That meme that goes “Saying “When COVID19 is over…” is starting to feel like saying “When I win the lotto…”” is too close to home this week! This time last year, I’d had a month of activity all around Australia – songwriting, conference paper writing and presenting, travelling, recording – and was settling back into Term 3. And this July (and in fact this last 6 months), I haven’t left Melbourne! We are in a precarious situation here in Melbourne with increasing positive COVID test numbers and without clear goals as to whether the plan is containment or eradication. It turns out I was somewhat premature in celebrating the end of the lockdown at the end of May…
What has this July looked like? Teaching Year 11 and 12 on site face-to-face wearing masks. Realising that I lipread in a classroom often, especially against background noise. Reconsidering facial gestures used as encouragement which don’t work as well and replacing with a lot of eyebrow movement, nodding and thumbs up. Teaching Year 8 online in Home Learning Program 2.0 – without so many teething problems or self-consciousness in virtual teaching. Wearing a mask out of the house for everything except running.
One thing is certain: the world has changed. Yet, it remains unclear how exactly. What will the long-term impact of COVID19 be? Will work look different for most of us for the foreseeable future? Will we ever travel as freely? Teachers have certainly had to learn a lot of new technology skills. Will we be better able to blend face-to-face and digital learning and teaching? Will we have greater trust in professionals to do the job they are employed to do, whether they are at home or in a work building?

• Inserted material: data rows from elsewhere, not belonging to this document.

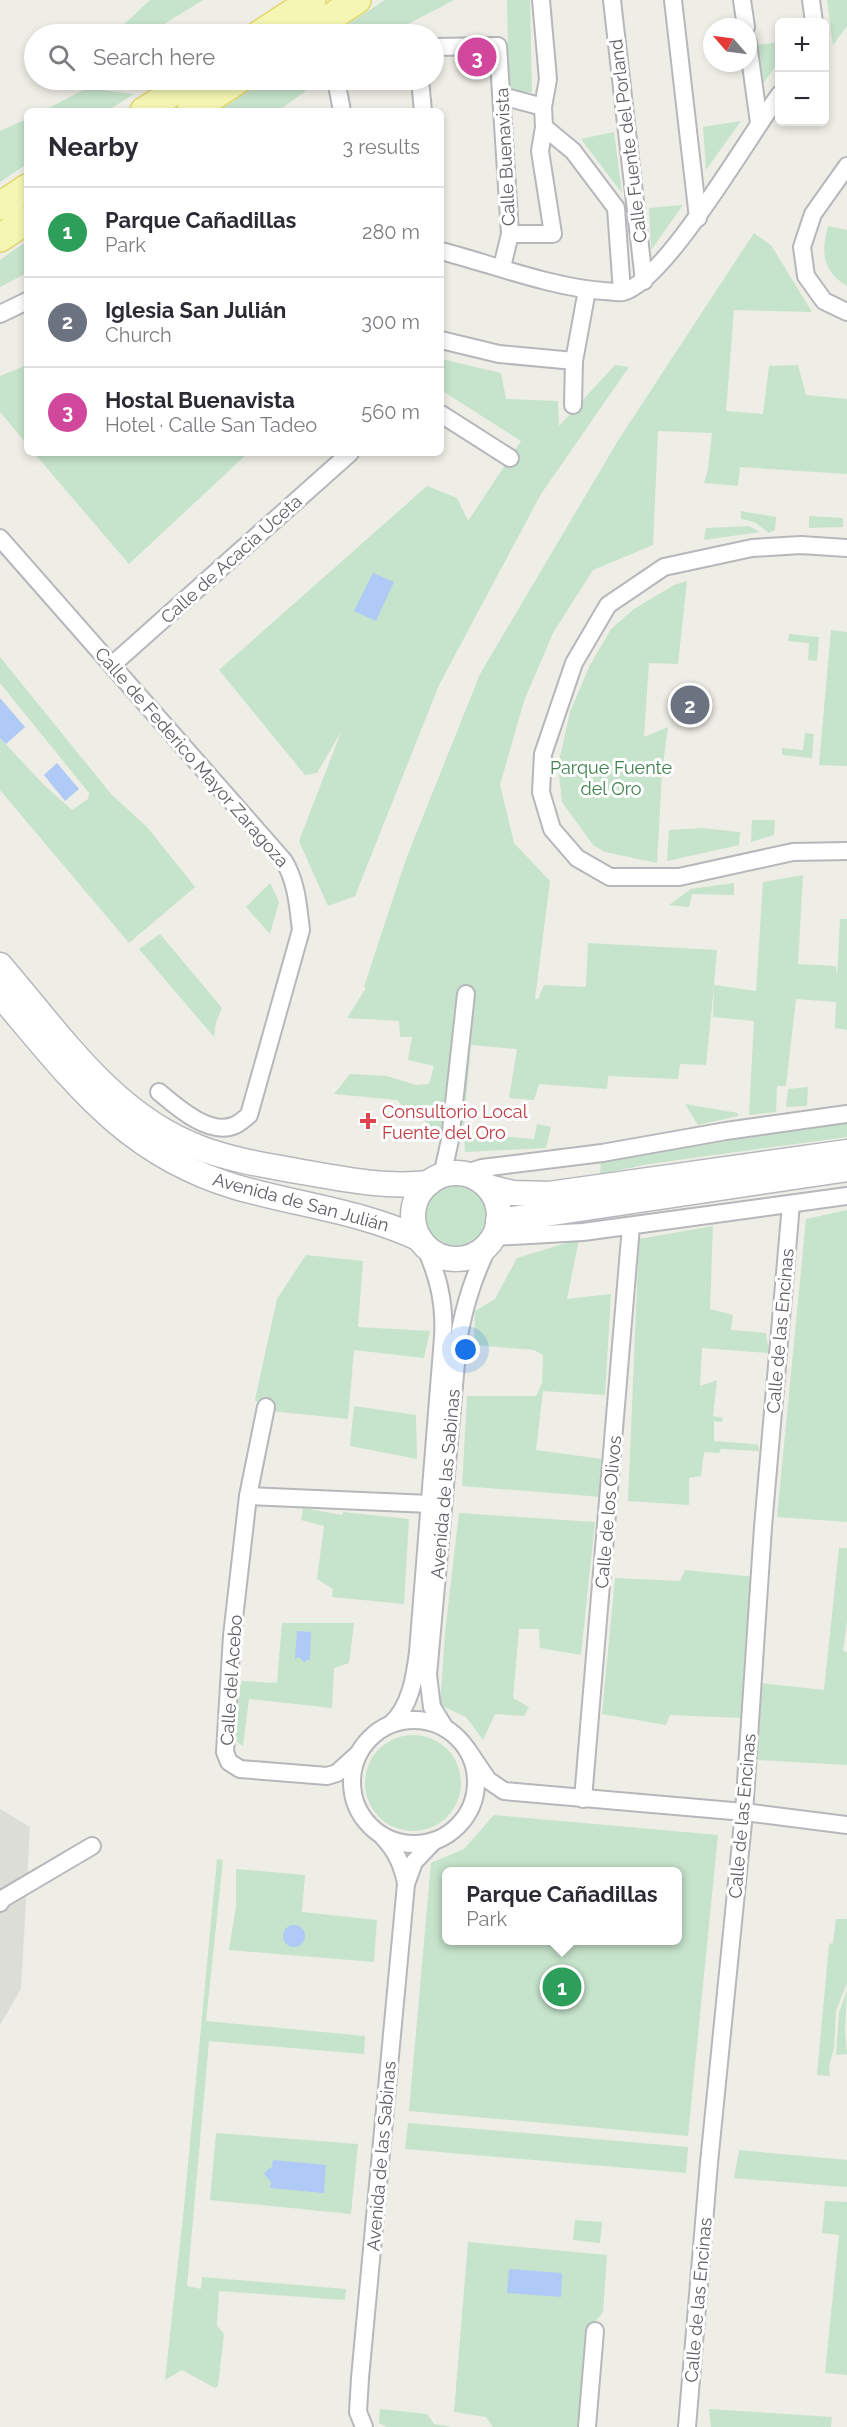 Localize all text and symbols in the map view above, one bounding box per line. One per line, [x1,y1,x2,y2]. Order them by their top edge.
north arrow [703,18,757,72]
map controls [775,18,829,126]
button: + [775,18,829,72]
search box [24,24,444,90]
pin: 3 [458,34,496,80]
street label: Calle Fuente del Porland [605,38,651,244]
icon: search [45,41,78,74]
text: Search here [93,44,215,70]
button: − [775,72,829,126]
street label: Calle Buenavista [491,87,519,227]
text: Nearby [48,132,138,162]
text: 3 results [342,135,420,159]
text: Parque Cañadillas [105,207,296,233]
text: 1 [63,220,72,244]
text: 280 m [362,220,420,244]
text: Park [105,233,146,257]
text: Iglesia San Julián [105,297,286,323]
text: 2 [62,310,73,334]
text: 300 m [361,310,420,334]
text: Church [105,323,172,347]
text: Hostal Buenavista [105,387,295,413]
text: 3 [62,400,73,424]
text: 560 m [361,400,420,424]
text: Hotel · Calle San Tadeo [105,413,317,437]
street label: Calle de Acacia Uceta [156,490,306,628]
street label: Calle de Federico Mayor Zaragoza [91,643,293,871]
pin: 2 [670,682,710,728]
park label: Parque Fuente del Oro [550,757,672,799]
place label: Consultorio Local Fuente del Oro [382,1101,528,1143]
marker: Consultorio Local Fuente del Oro [359,1112,377,1130]
street label: Avenida de San Julián [211,1168,391,1236]
street label: Calle de las Encinas [762,1247,798,1414]
your location [451,1335,480,1364]
street label: Avenida de las Sabinas [426,1388,464,1580]
street label: Calle de los Olivos [591,1434,625,1589]
street label: Calle del Acebo [216,1613,246,1746]
street label: Calle de las Encinas [724,1732,760,1899]
popup [442,1867,682,1945]
text: Parque Cañadillas [466,1881,658,1907]
text: Park [466,1907,507,1931]
pin: 1 [542,1964,582,2010]
street label: Avenida de las Sabinas [362,2060,400,2252]
street label: Calle de las Encinas [680,2216,716,2383]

Getting to the point I wanted to make here, the situation of the world is at least provoking very interesting discussions in my Year 11 Religion & Society classes. We are studying ethics this term, and, of course, students want to apply every conversation we have to what is happening in the world. In this time of great uncertainty, I think it is comforting for them to be able to reason out the ethical frameworks people are (consciously or unconsciously) operating out of.
After we had investigated absolutist and relativist stances and theories, I asked the students to take a stance (physically, in the room) along a sliding scale from one extreme to the other, and to justify their stance. Interestingly, in one class everyone in the room was between the middle-ground and extreme relativism, whilst in my other class everyone was roughly spread around the middle, leaning only half-way into absolutism or relativism. We had a discussion about what they imagine a class doing that activity 50 years ago might have looked like. Then we talked about their own thoughts and, whilst they are fairly relativist, they are not as individualistic as I imagined. It was encouraging to hear from the majority that they are incredibly concerned for the common good, especially because of COVID. They have a concern for the more vulnerable people in society, which reflects their Marist formation. They are almost as weary as I am of the media highlighting individual cases of self-centred and self-aggrandising behaviour. The ethical thought-processes of these young people gives me hope. Whatever happens and whatever changes are long-lasting, the majority of young people I encounter are committed to making the world a better place.
And we had all of these conversations behind our masks. If 16 year-old boys can appreciate the need to wear masks, why can’t everyone?